### AIM OF THE TASK
Check each line of the records for "stream"; collect those that have it.

### RECORD EXCERPTS
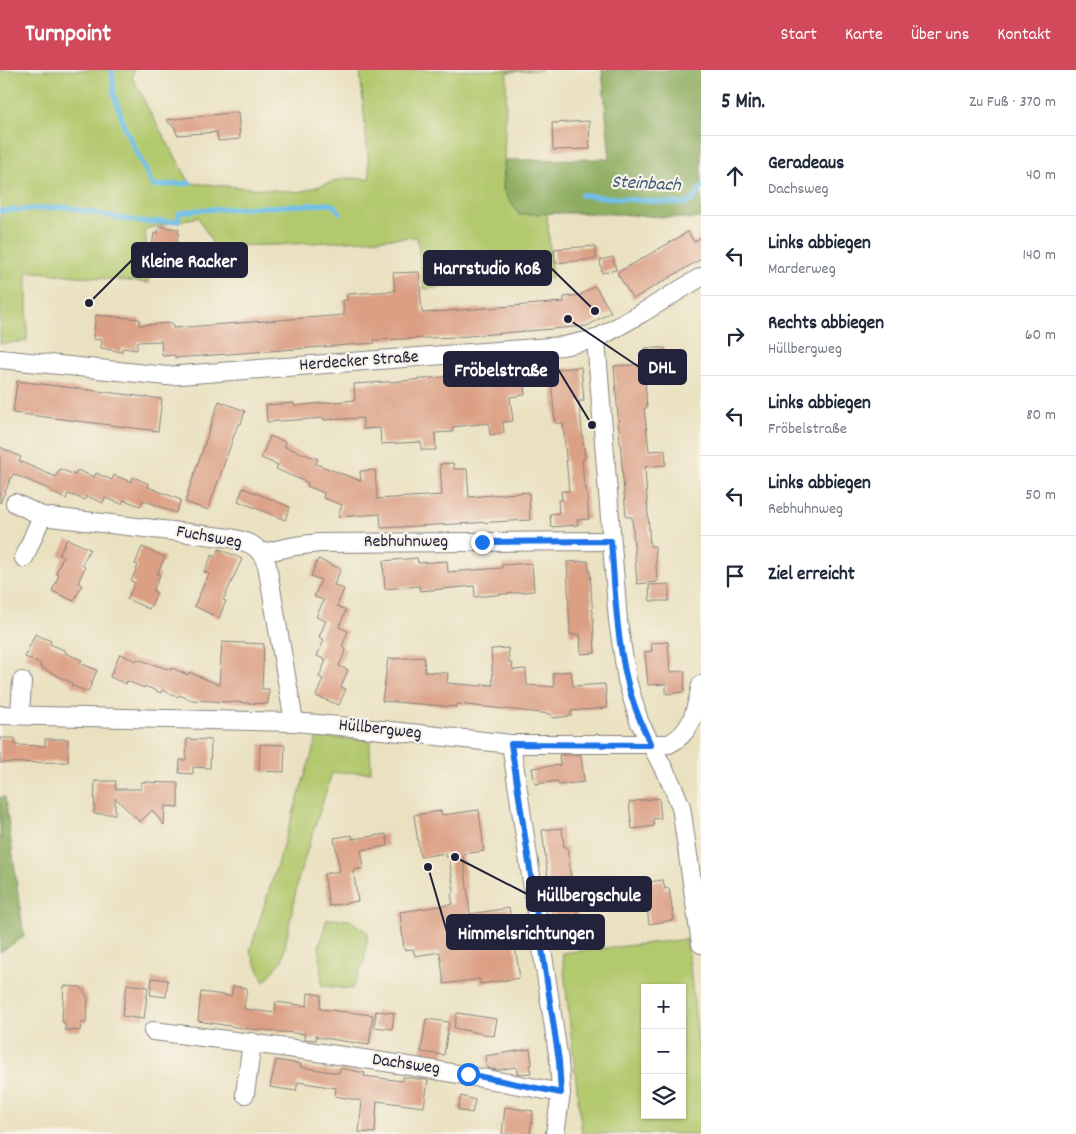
<!DOCTYPE html>
<html lang="de">
<meta charset="utf-8">
<style>
:root{--surface:#fff;--page:#f6f6f7;--text:#1f2937;--muted:#747a83;--line:#e0e1e3;--accent:#d1495b}
body{margin:0;font-family:Dekko,sans-serif;background:var(--page);color:var(--text)}
.controls{position:absolute;right:15px;bottom:15px;display:grid;overflow:hidden;border-radius:0px;box-shadow:0 1px 4px #0004}
.controls button{width:45px;height:45px;display:grid;place-items:center;padding:0;border:0;border-bottom:1px solid var(--line);background:var(--surface);color:var(--text);font:25px sans-serif}
.stop{position:absolute;width:15px;height:15px;margin:-11px;border:4px solid #1a73e8;border-radius:50%;background:#fff}
.stop.end{background:#1a73e8;border-color:#fff;box-shadow:0 1px 5px #0008}
.list{margin:0;padding:0;list-style:none}
h2{display:flex;justify-content:space-between;align-items:center;height:65px;margin:0;padding:0 20px;font-size:21px}
h2 small{font-size:16px;font-weight:400;color:var(--muted)}
.list li{display:grid;grid-template-columns:32px 1fr auto;gap:15px;align-items:center;box-sizing:border-box;height:80px;padding:0 20px;border-top:1px solid var(--line)}
.list b{display:block;font-size:19px;white-space:nowrap}
.list p{margin:0;font-size:16px;white-space:nowrap;color:var(--muted)}
.list em{font-size:16px;font-style:normal;color:var(--muted)}
.icon{flex:none;width:28px;height:28px;fill:none;stroke:currentColor;stroke-width:2;stroke-linecap:round;stroke-linejoin:round}
.map{position:relative;flex:none;width:701px;height:1064px;overflow:hidden}
header{display:flex;align-items:center;gap:30px;box-sizing:border-box;height:70px;padding:0 25px;background:var(--accent);color:#fff}
header strong{font-size:24px}
nav{display:flex;gap:28px;margin-inline-start:auto;font-size:18px}
main{display:flex}
aside{flex:1;background:var(--surface)}
.map>svg:first-child{display:block}
.green{fill:#b3c96e;stroke:#6a7654;fill-rule:evenodd}
.forest{fill:#8ead61;stroke:#58684e}
.lines{fill:none;stroke-linecap:round;stroke-linejoin:round}
.stream{stroke:#6fc0ea;stroke-width:5}
.building{fill:#db9f83}
.street-casing{stroke:#86827e;stroke-width:20}
.street{stroke:#fff;stroke-width:18}
.route{stroke:#1a73e8;stroke-width:6}
.labels{text-anchor:middle;dominant-baseline:central;stroke-width:4.5;stroke-linejoin:round;paint-order:stroke}
.street-label{font-size:18px;fill:#22223b;stroke:#f7f3e8}
.water-label{font-size:19px;font-style:italic;fill:#3d5978;stroke:#f7f3e8}
.leader{fill:none;stroke:#22223b;stroke-width:2}
.callout-dot{fill:#22223b;stroke:#f7f3e8;stroke-width:2}
.callout{fill:#22223b;stroke:#22223b;stroke-width:2}
.callout-label{font-size:19px;text-anchor:middle;font-weight:bold;fill:#fff}
</style>
<header>
<strong>Turnpoint</strong>
<nav><a>Start</a><a>Karte</a><a>Über uns</a><a>Kontakt</a></nav>
</header>
<main>
<div class="map">
<svg width="701" height="1064" viewBox="0 0 701 1064">
<rect width="100%" height="100%" fill="#f7f3e8"/>
<filter id="ink" filterUnits="userSpaceOnUse"><feTurbulence type="fractalNoise" baseFrequency=".02" numOctaves="2"/><feDisplacementMap in="SourceGraphic" scale="10" xChannelSelector="R" yChannelSelector="G"/><feConvolveMatrix kernelMatrix="1 2 1 2 8 2 1 2 1" color-interpolation-filters="sRGB"/></filter>
<filter id="wash" filterUnits="userSpaceOnUse"><feTurbulence type="fractalNoise" baseFrequency=".0096" numOctaves="4" result="noise"/><feDisplacementMap in="SourceGraphic" scale="20" xChannelSelector="R" yChannelSelector="G"/><feGaussianBlur stdDeviation="1.12" result="paint"/><feColorMatrix in="noise" values="0 0 0 0 0 0 0 0 0 0 0 0 0 0 0 0 0 1.4 0 .05"/><feComposite in="paint" operator="in"/></filter>
<g filter="url(#wash)">
<rect width="100%" height="100%" fill="#eae1c0"/>
<g class="green">
<polygon points="0,0 134,0 132,8 140,21 145,33 190,113 300,122 345,108 370,109 360,0 542,0 507,2 503,120 519,145 547,143 552,208 424,219 417,167 276,175 214,176 198,147 145,159 149,213 27,201 27,271 0,274"/>
<polygon points="317,667 370,670 371,702 332,703 299,806 282,891 264,912 250,881"/>
<polygon points="327,849 350,850 368,863 364,892 352,919 322,916 319,876"/>
<path d="M687 869 701 998V1064H582L562 883ZM645 918H682V1045H645Z"/>
</g>
<g class="forest">
<path d="M602 0H701V148L692 149C634 145 577 140 519 145L503 120 505 90 610 89Z"/>
<polygon points="0,727 5,727 24,867 0,882"/>
</g>
<g class="lines">
<g class="stream">
<polyline points="112,0 114,25 125,58 153,116 190,113"/>
<polyline points="581,125 684,134 693,130 701,117"/>
<polyline points="0,141 66,137 124,149 145,152 178,151 179,143 198,140 329,134 335,136 340,143"/>
</g>
</g>
<g id="blocks">
<g class="building">
<polygon points="238,42 240,69 218,71 217,62 177,65 175,58 166,50"/>
<polygon points="589,51 590,79 553,80 552,53"/>
<polygon points="159,156 179,159 176,180 152,177 154,163 158,164"/>
<polygon points="688,162 694,172 701,167 701,189 633,229 617,203"/>
<polygon points="595,176 596,189 555,193 554,179"/>
<polygon points="613,187 616,200 602,203 600,190"/>
<polygon points="419,202 422,243 564,232 564,227 580,225 595,216 611,242 587,256 457,267 374,270 375,273 175,288 175,285 162,286 161,271 137,272 137,280 122,278 122,282 101,278 102,270 93,269 96,245 140,249 139,255 172,253 173,258 344,245 343,230 347,230 347,224 395,221 393,203"/>
<polygon points="645,278 665,278 664,307"/>
<polygon points="644,294 647,338 644,338 649,381 665,380 666,395 645,397 650,476 655,476 657,512 637,514 632,447 626,447 614,296"/>
<polygon points="581,297 584,331 579,331 585,389 582,389 584,417 586,417 589,449 577,450 578,455 551,457 550,444 559,443 558,430 562,430 561,421 569,421 563,353 555,353 550,300"/>
<polygon points="522,299 525,325 510,327 513,351 503,352 504,363 490,365 489,353 452,357 453,362 435,363 436,380 421,380 421,372 381,374 380,358 363,359 363,348 324,350 324,348 267,352 266,335 294,333 294,336 355,330 354,314 402,311"/>
<polygon points="17,311 162,329 158,361 13,343"/>
<polygon points="219,331 245,341 241,354 238,354 208,440 185,432"/>
<polygon points="270,366 286,372 285,377 318,389 316,394 361,411 360,401 375,400 377,429 442,425 440,394 453,393 454,399 467,399 469,427 529,422 530,450 381,458 380,444 338,447 342,435 323,428 324,423 307,416 308,413 276,399 278,395 261,388"/>
<polygon points="0,377 21,387 19,391 56,407 60,399 75,405 77,400 94,407 96,403 112,410 114,405 131,412 133,407 149,414 148,417 181,430 176,443 143,430 140,436 124,430 122,434 105,428 103,433 86,426 85,430 68,424 66,429 51,422 51,420 13,404 0,433"/>
<polygon points="243,418 290,437 285,450 238,431"/>
<polygon points="67,469 90,479 82,495 85,497 78,513 82,515 74,531 52,521 59,505 56,503 63,487 59,485"/>
<polygon points="142,477 165,487 157,504 160,505 153,521 157,523 149,539 127,529 135,513 131,511 138,495 135,494"/>
<polygon points="219,479 242,489 223,530 226,531 219,548 194,536 209,504 204,502 212,485 215,487"/>
<polygon points="417,488 418,493 447,491 448,502 502,498 502,495 532,493 534,521 475,527 474,516 420,521 419,516 385,519 383,491"/>
<polygon points="318,489 341,499 334,515 344,519 337,536 346,540 339,557 348,561 342,577 346,579 339,596 348,600 341,617 346,619 339,635 316,626 323,609 319,607 326,590 317,586 324,570 319,567 326,551 316,547 324,530 314,527 321,510 311,506"/>
<polygon points="588,491 589,500 590,500 595,583 581,584 580,564 570,565 567,492"/>
<polygon points="669,514 669,531 650,531 649,515"/>
<polygon points="35,564 51,571 50,574 66,581 65,583 82,590 80,593 97,600 88,622 71,615 72,613 40,597 41,594 25,587"/>
<polygon points="222,572 264,574 262,619 269,619 268,634 191,630 180,625 178,627 162,620 161,623 145,616 144,618 127,611 126,614 110,607 120,584 136,591 137,589 171,600 172,598 188,605 189,602 219,615"/>
<polygon points="668,572 670,602 685,601 684,622 666,624 666,614 648,615 645,582 652,581 651,573"/>
<polygon points="508,578 509,593 512,593 513,600 526,599 527,615 554,617 553,603 571,601 573,616 605,614 607,638 571,641 571,646 552,648 551,644 457,634 457,637 382,631 388,589 424,587 425,602 448,603 447,613 482,616 482,614 493,615 491,579"/>
<polygon points="0,668 15,668 15,675 45,676 45,669 68,669 68,692 0,693"/>
<polygon points="187,669 211,670 210,698 193,697 193,704 179,703 180,690 186,690"/>
<polygon points="260,674 285,675 284,702 259,701"/>
<polygon points="559,685 581,685 584,712 558,715 558,711 535,714 532,698 560,695"/>
<polygon points="95,711 116,711 115,719 141,719 141,712 178,713 178,737 165,736 164,755 152,740 140,752 115,728 115,744 94,744"/>
<polygon points="659,728 661,748 653,749 654,756 632,759 629,732"/>
<polygon points="479,740 484,781 463,784 470,844 509,838 520,908 480,914 480,909 444,914 440,882 415,886 413,879 404,880 400,842 453,834 451,825 454,822 449,786 446,787 446,783 420,787 414,745 441,741 442,745"/>
<polygon points="562,758 564,777 567,777 573,825 575,825 580,864 578,864 579,872 564,875 563,867 557,868 551,825 550,825 542,760"/>
<polygon points="386,764 388,776 361,780 364,798 353,800 358,831 329,836 324,804 340,801 334,768 352,765 353,769"/>
<polygon points="663,810 665,819 669,818 674,850 649,854 645,821 650,821 649,812"/>
<polygon points="152,908 168,910 166,927 150,925"/>
<polygon points="127,914 148,917 144,949 122,946"/>
<polygon points="64,916 81,917 88,928 86,953 81,953 80,961 65,960 65,952 62,952"/>
<polygon points="233,916 247,918 244,939 275,943 276,932 307,936 308,923 321,925 320,939 373,945 369,975 317,967 316,965 316,970 304,969 305,964 249,959 198,951 201,922 231,926"/>
<polygon points="376,941 394,943 392,959 374,957"/>
<polygon points="457,943 497,949 494,966 454,958"/>
<polygon points="426,949 449,952 444,985 421,982"/>
<polygon points="530,979 532,995 530,995 531,1003 517,1004 516,997 498,1000 487,998 485,986"/>
<polygon points="276,990 301,994 300,997 339,1003 340,998 365,1003 364,1006 402,1011 403,1007 428,1010 424,1037 377,1031 375,1063 359,1062 362,1031 335,1026 336,1018 298,1012 296,1021 270,1017"/>
<polygon points="461,1026 475,1030 472,1043 458,1040"/>
<polygon points="505,1037 533,1041 530,1064 502,1064"/>
</g>
</g>
</g>
<g filter="url(#ink)">
<use href="#blocks" fill-opacity="0" stroke="#86827e" stroke-width="1"/>
<g class="lines">
<defs>
<g id="street">
<polyline points="596,269 618,551 627,610 639,651 673,717 681,737 701,874"/>
<polyline points="0,289 167,306 563,276 596,269 642,243 701,207"/>
<polyline points="15,433 42,446"/>
<polyline points="262,483 295,476 319,473 611,471"/>
<path d="M24 488 42 446 231 468C251 473 259 475 267 495L294 652"/>
<path d="M0 645 294 652 373 659 511 674H669C693 662 696 639 701 615"/>
<polyline points="20,645 22,611"/>
<polyline points="511,674 559,991 561,1023 555,1064"/>
<path d="M153 961C289 977 426 996 561 1023"/>
<polyline points="245,1024 252,972"/>
</g>
</defs>
<use href="#street" class="street-casing"/>
<use href="#street" class="street"/>
</g>
</g>
<g class="lines" filter="url(#ink)">
<path class="route" d="M468 1004 561 1023 559 991 511 674 651 675C641 654 632 632 627 610 616 565 615 517 611 471L482 472"/>
</g>
<g class="labels">
<g class="street-label">
<text transform="translate(359 292) rotate(-4)">Herdecker Straße</text>
<text transform="translate(209 468) rotate(10)">Fuchsweg</text>
<text x="406" y="472">Rebhuhnweg</text>
<text transform="translate(380 660) rotate(6)">Hüllbergweg</text>
<text transform="translate(406 995) rotate(8)">Dachsweg</text>
</g>
<g class="water-label">
<text transform="translate(646 115) rotate(3)">Steinbach</text>
</g>
</g>
<path class="leader" d="M89 233L132 190M595 241L551 198M568 249L639 297M592 355L558 299M455 787L527 824M428 797L447 862"/>
<g class="callout-dot">
<circle cx="89" cy="233" r="5"/>
<circle cx="595" cy="241" r="5"/>
<circle cx="568" cy="249" r="5"/>
<circle cx="592" cy="355" r="5"/>
<circle cx="455" cy="787" r="5"/>
<circle cx="428" cy="797" r="5"/>
</g>
<g class="callout">
<rect x="132" y="173" width="115" height="34" rx="5"/>
<rect x="424" y="181" width="127" height="34" rx="5"/>
<rect x="639" y="280" width="47" height="34" rx="5"/>
<rect x="444" y="282" width="114" height="34" rx="5"/>
<rect x="527" y="807" width="124" height="34" rx="5"/>
<rect x="447" y="845" width="157" height="34" rx="5"/>
</g>
<g class="callout-label">
<text x="189" y="197">Kleine Racker</text>
<text x="487" y="204">Harrstudio Koß</text>
<text x="662" y="303">DHL</text>
<text x="501" y="306">Fröbelstraße</text>
<text x="589" y="831">Hüllbergschule</text>
<text x="526" y="869">Himmelsrichtungen</text>
</g>
</svg>
<div class="controls">
<button>+</button>
<button>−</button>
<button><svg class="icon" aria-label="layers" viewBox="0 0 24 24"><path d="M12 4l9 5-9 5-9-5zM3 14l9 5 9-5"/></svg></button>
</div>
<div class="stop" style="left:468px;top:1004px"></div>
<div class="stop end" style="left:482px;top:472px"></div>
</div>
<aside>
<h2>5 Min.<small>Zu Fuß · 370 m</small></h2>
<ul class="list">
<li><svg class="icon" aria-label="ahead" viewBox="0 0 24 24"><path d="M12 20V5M6 11l6-6 6 6"/></svg><div><b>Geradeaus</b><p>Dachsweg</p></div><em>40 m</em></li>
<li><svg class="icon" aria-label="left" viewBox="0 0 24 24"><path d="M17 20v-9H6M10 6l-5 5 5 5"/></svg><div><b>Links abbiegen</b><p>Marderweg</p></div><em>140 m</em></li>
<li><svg class="icon" aria-label="right" viewBox="0 0 24 24"><path d="M7 20v-9h11M14 6l5 5-5 5"/></svg><div><b>Rechts abbiegen</b><p>Hüllbergweg</p></div><em>60 m</em></li>
<li><svg class="icon" aria-label="left" viewBox="0 0 24 24"><path d="M17 20v-9H6M10 6l-5 5 5 5"/></svg><div><b>Links abbiegen</b><p>Fröbelstraße</p></div><em>80 m</em></li>
<li><svg class="icon" aria-label="left" viewBox="0 0 24 24"><path d="M17 20v-9H6M10 6l-5 5 5 5"/></svg><div><b>Links abbiegen</b><p>Rebhuhnweg</p></div><em>50 m</em></li>
<li><svg class="icon" aria-label="arrive" viewBox="0 0 24 24"><path d="M6 21V4h12l-3 4 3 4H6"/></svg><div><b>Ziel erreicht</b></div></li>
</ul>
</aside>
</main>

### PROBLEM SOLUTION
.stream{stroke:#6fc0ea;stroke-width:5}
<g class="stream">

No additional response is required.